Sur le terrain avec les " chasseurs de bombes " du Kosovo

Sur le terrain avec les " chasseurs de bombes " du Kosovo

Avdul is a team leader with one of the groups of minesweepers working with the HALO Trust to help clear Kosovo of the tens of thousands of unexploded ordnances scattered across the country.

(Stefano Fasano)

" C’est comme faire un travail d’archéologue : Cela exige énormément d’attention, de sensibilité et de discipline. " L’homme qui parle est Avdul, le chef d’équipe, âgé de 48 ans, et portant une barbe à la Chuck Norris. Il mène quatre hommes vers un champ situé à proximité du vieux cimetière et d’une chaussée publique souvent empruntée par les étudiants de Kryshec, un petit village du sud-ouest du Kosovo. Les panneaux de signalisation portant un seul mot et le symbole reconnaissable entre tous du crane de mort ne laissent pas de place au doute : " Mines ".
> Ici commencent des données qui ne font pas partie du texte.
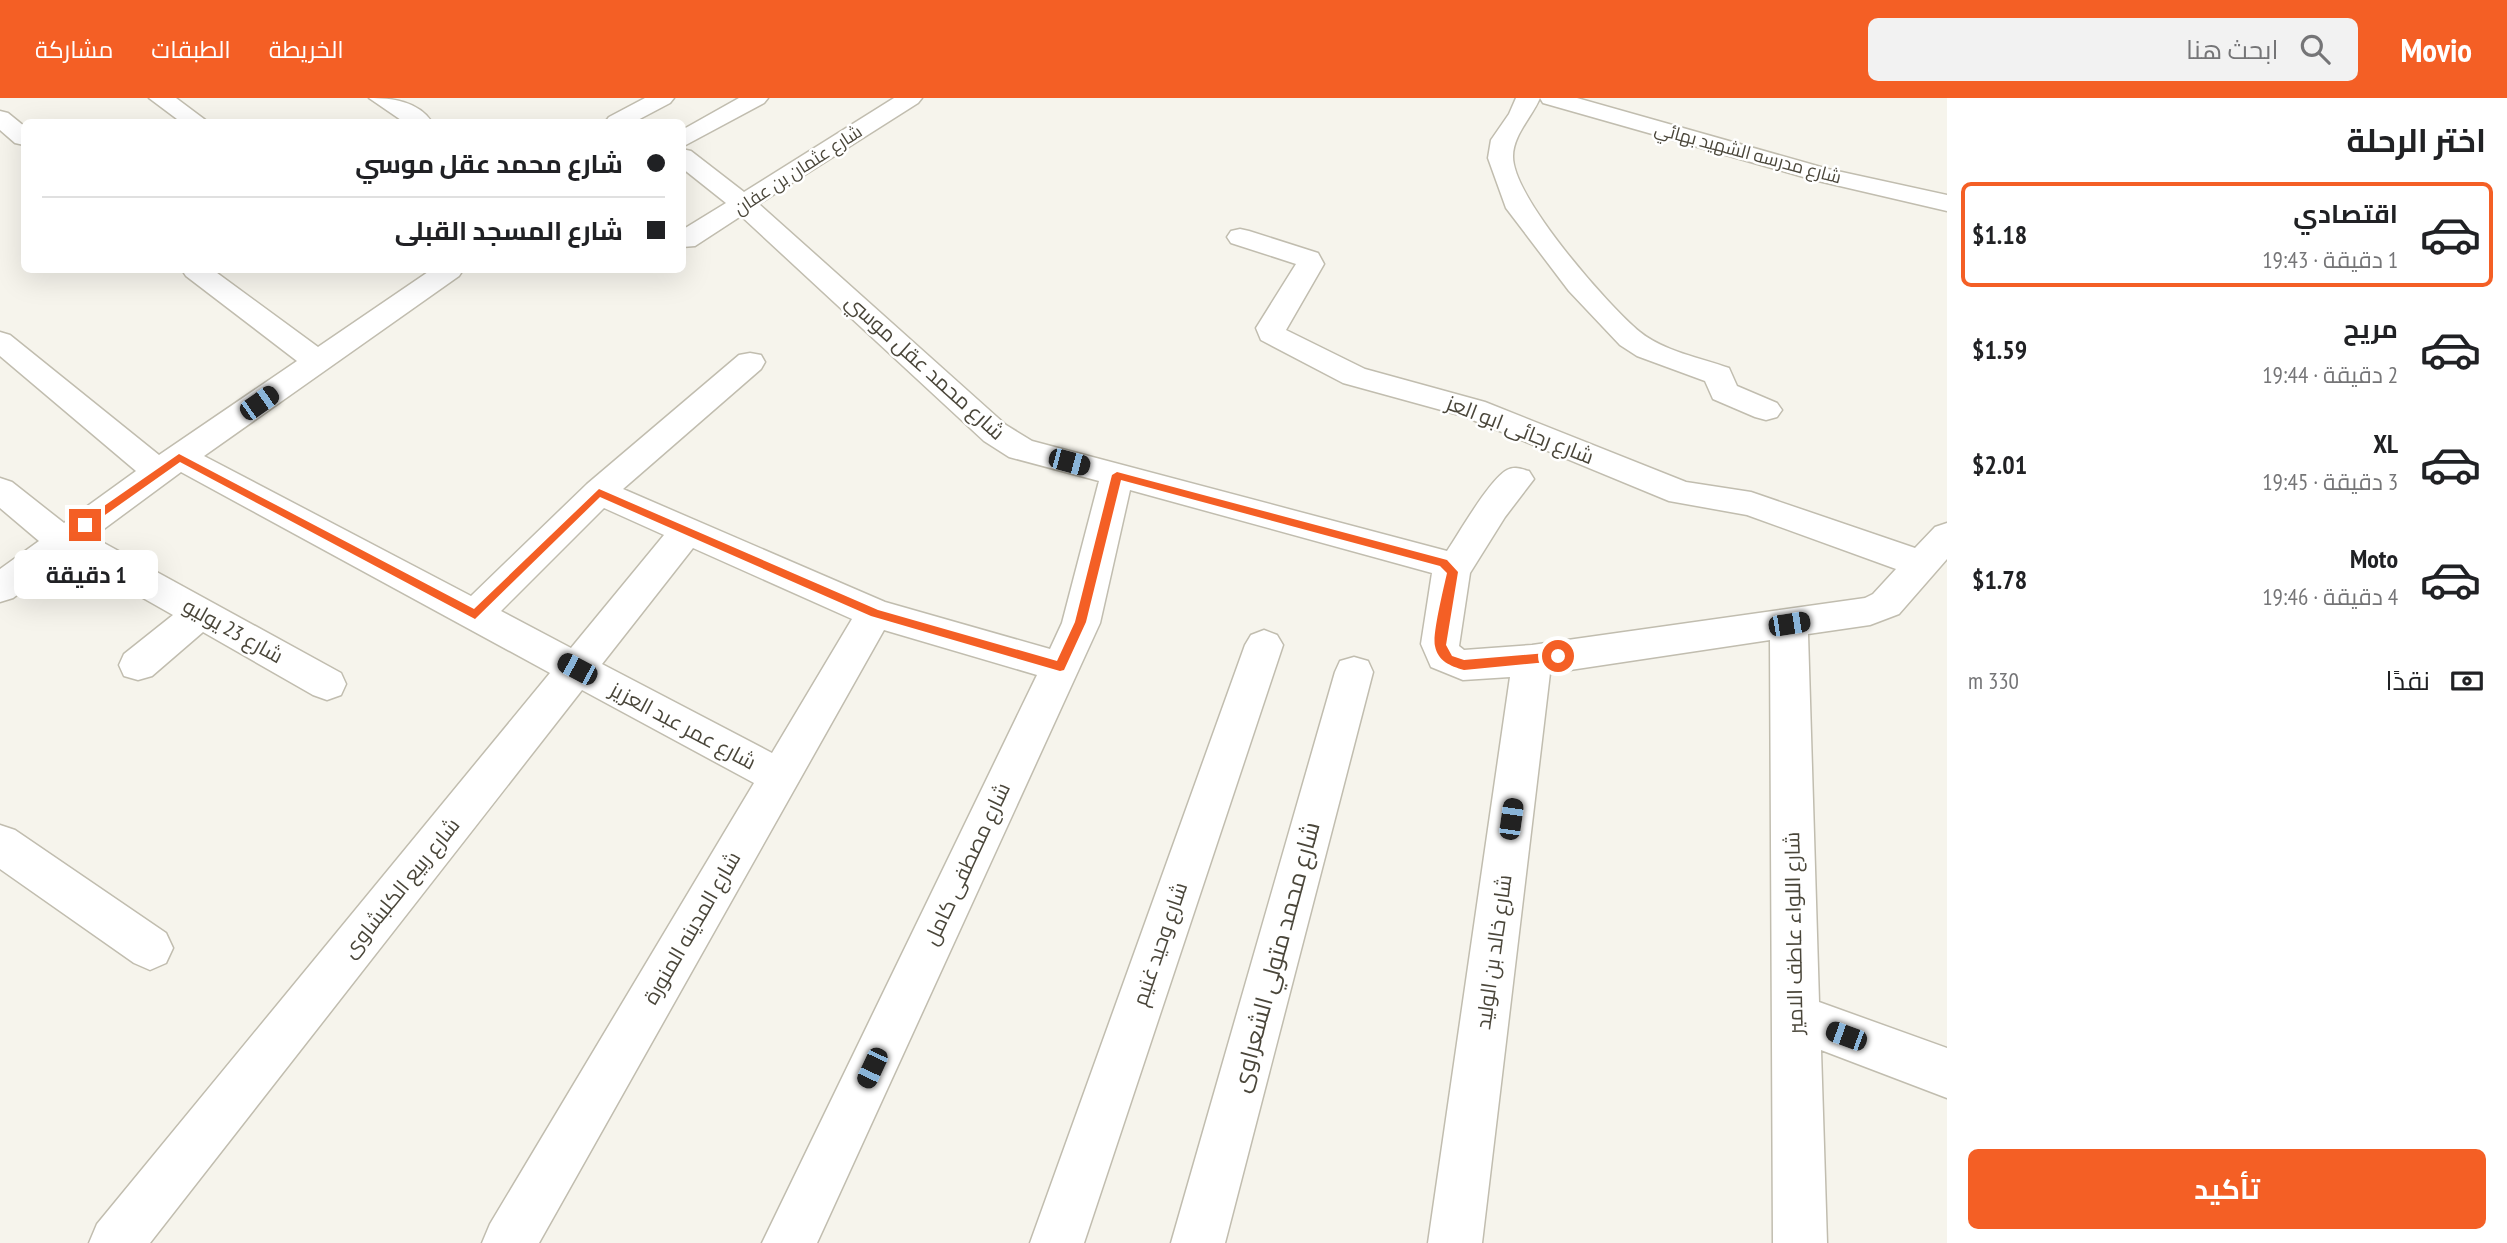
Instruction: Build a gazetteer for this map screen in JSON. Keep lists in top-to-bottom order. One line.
{"streets":{"street":["شارع مدرسه الشهيد بهائي","شارع عثمان بن عفان","شارع محمد عقل موسي","شارع رجائى ابو العز","شارع 23 يوليو","شارع عمر عبد العزيز","شارع مصطفى كامل","شارع ربيع الكلبشاوى","شارع المدينه المنورة","شارع اللواء عاطف الامير","شارع وحيد غنيم","شارع خالد بن الوليد","شارع محمد متولي الشعراوى"]},"crossings":[["شارع عثمان بن عفان","شارع محمد عقل موسي"],["شارع محمد عقل موسي","شارع مصطفى كامل"],["شارع عمر عبد العزيز","شارع ربيع الكلبشاوى"],["شارع عمر عبد العزيز","شارع المدينه المنورة"]],"page":{"header":"Movio","search":"ابحث هنا","nav":["الخريطة","الطبقات","مشاركة"],"heading":"اختر الرحلة","banner":["شارع محمد عقل موسي","شارع المسجد القبلى"],"list":[{"name":"اقتصادي","note":"1 دقيقة · 19:43","value":"$1.18"},{"name":"مريح","note":"2 دقيقة · 19:44","value":"$1.59"},{"name":"XL","note":"3 دقيقة · 19:45","value":"$2.01"},{"name":"Moto","note":"4 دقيقة · 19:46","value":"$1.78"}],"bubble":"1 دقيقة","pay":["نقدًا","330 m"],"buttons":"تأكيد"}}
Avdul et ses hommes sont démineurs. Ils collaborent avec l’ONG américano-britannique HALO Trust pour vider un terrain potentiellement miné d’engins explosifs.

Bien que vingt années viennent tout juste de s’écouler depuis l’éclatement du conflit au Kosovo, le problème des bombes à fragmentation et des mines non explosées dans la campagne kosovare - où la population est majoritairement d’origine albanaise - reste généralisé.

L’histoire amère de la relation du Kosovo avec les bombes à fragmentation et leurs sous-munitions commence en 1999, au cours des 78 jours de bombardements de l’OTAN sur la région et du retrait subséquent des forces yougoslaves durant la guerre du Kosovo. Au cours de cette brève période, les avions de l’OTAN ont largué 1392 bombes à fragmentation contenant, à leur tour, pas moins de 295.000 sous-munitions de plus petite taille.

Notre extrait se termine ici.